◆ Exercise requirements ◆
Since only the words are wanted, reproduce every entry exactly and leave the images behind.

◆ Data ◆
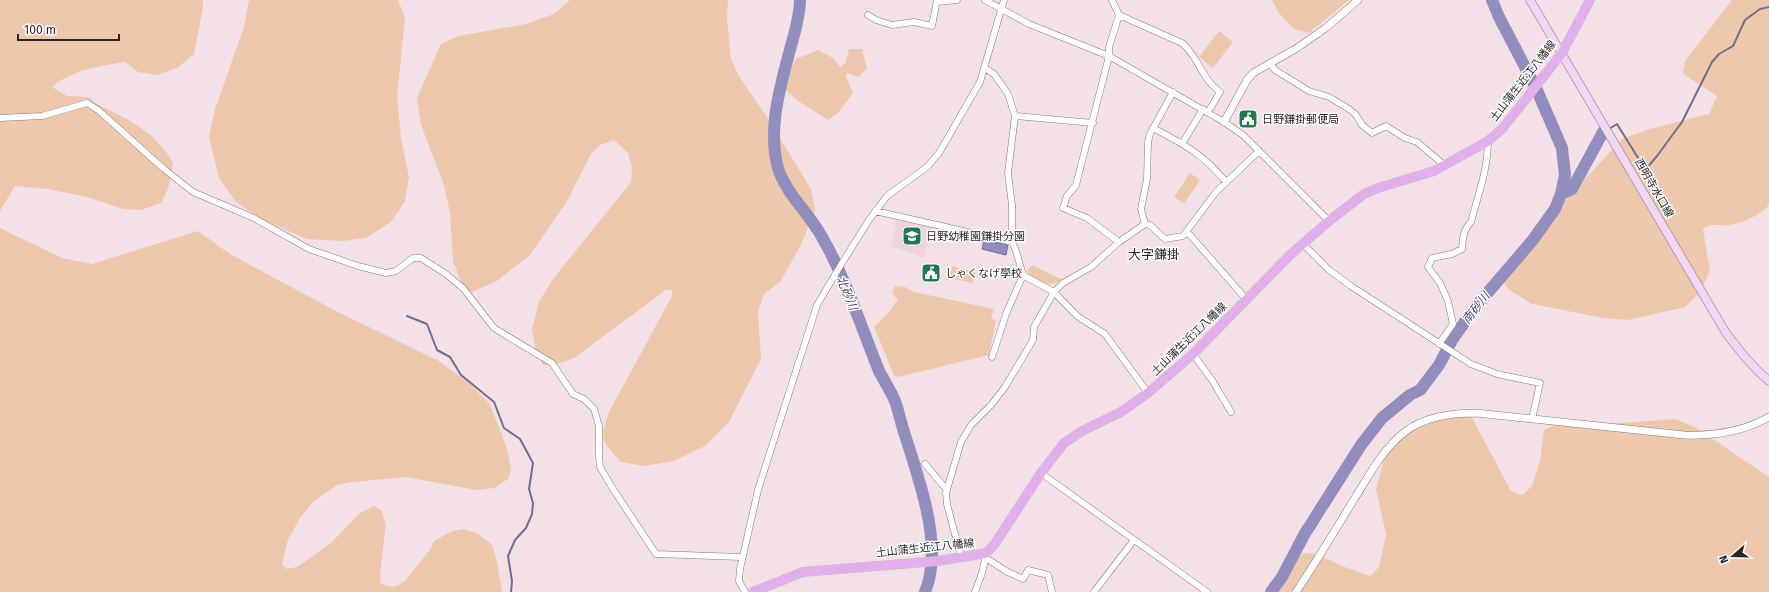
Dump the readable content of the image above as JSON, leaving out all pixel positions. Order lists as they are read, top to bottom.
{
  "streets": {
    "main road": ["土山蒲生近江八幡線", "西明寺水口線"]
  },
  "crossings": [
    ["土山蒲生近江八幡線", "西明寺水口線"]
  ],
  "districts": ["大字鎌掛"],
  "water": ["北砂川", "南砂川"],
  "places": {
    "public building": ["日野鎌掛郵便局", "しゃくなげ學校"],
    "school or university": ["日野幼稚園鎌掛分園"]
  },
  "scale_bar": "100 m",
  "north": "left"
}
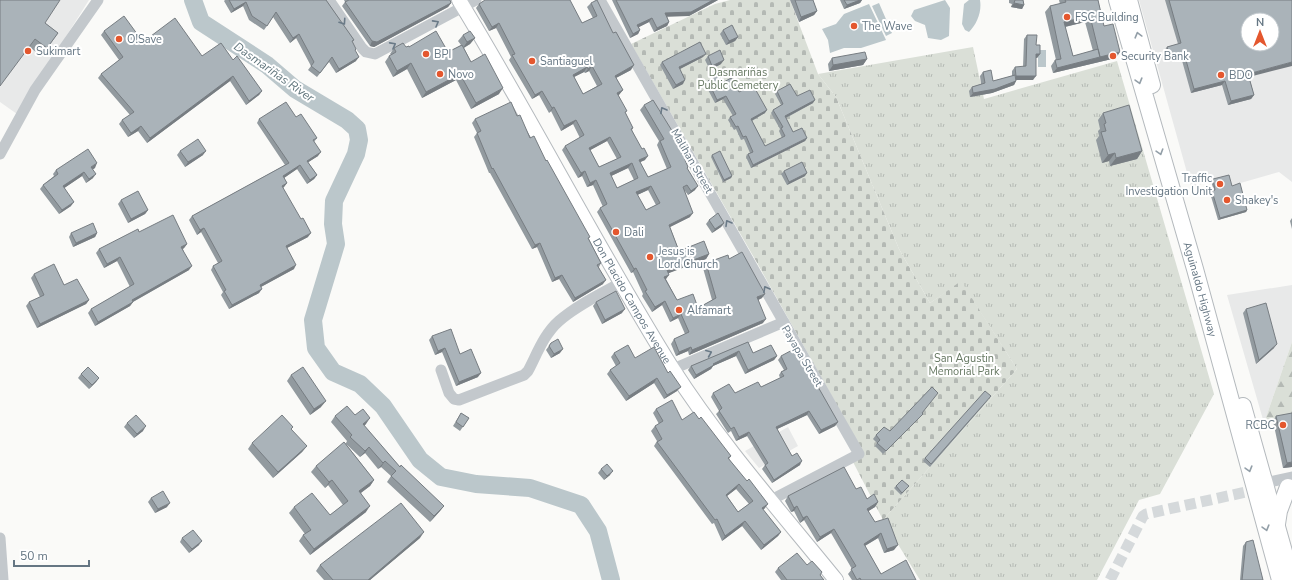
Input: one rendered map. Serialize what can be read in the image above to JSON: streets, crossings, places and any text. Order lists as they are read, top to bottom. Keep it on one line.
{"streets":{"highway":["Aguinaldo Highway"],"main road":["Don Placido Campos Avenue"],"street":["Malihan Street","Payapa Street"]},"crossings":[["Malihan Street","Payapa Street"],["Don Placido Campos Avenue","Payapa Street"]],"one_way":["Malihan Street"],"water":["Dasmariñas River"],"parks":["Dasmariñas Public Cemetery","San Agustin Memorial Park"],"places":["FSC Building","The Wave","O!Save","Sukimart","BPI","Security Bank","Santiaguel","Novo","BDO","Traffic Investigation Unit","Shakey's","Dali","Jesus is Lord Church","Alfamart","RCBC"],"scale_bar":"50 m","north":"top"}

◆ The answer ◆
Dump the readable content of the image above as JSON, leaving out all pixel positions. Order lists as they are read, top to bottom.
{
  "streets": {
    "main road": ["土山蒲生近江八幡線", "西明寺水口線"]
  },
  "crossings": [
    ["土山蒲生近江八幡線", "西明寺水口線"]
  ],
  "districts": ["大字鎌掛"],
  "water": ["北砂川", "南砂川"],
  "places": {
    "public building": ["日野鎌掛郵便局", "しゃくなげ學校"],
    "school or university": ["日野幼稚園鎌掛分園"]
  },
  "scale_bar": "100 m",
  "north": "left"
}
Input: one rendered map. Serialize what can be read in the image above to JSON: streets, crossings, places and any text. Order lists as they are read, top to bottom. Keep it on one line.
{"streets":{"highway":["Aguinaldo Highway"],"main road":["Don Placido Campos Avenue"],"street":["Malihan Street","Payapa Street"]},"crossings":[["Malihan Street","Payapa Street"],["Don Placido Campos Avenue","Payapa Street"]],"one_way":["Malihan Street"],"water":["Dasmariñas River"],"parks":["Dasmariñas Public Cemetery","San Agustin Memorial Park"],"places":["FSC Building","The Wave","O!Save","Sukimart","BPI","Security Bank","Santiaguel","Novo","BDO","Traffic Investigation Unit","Shakey's","Dali","Jesus is Lord Church","Alfamart","RCBC"],"scale_bar":"50 m","north":"top"}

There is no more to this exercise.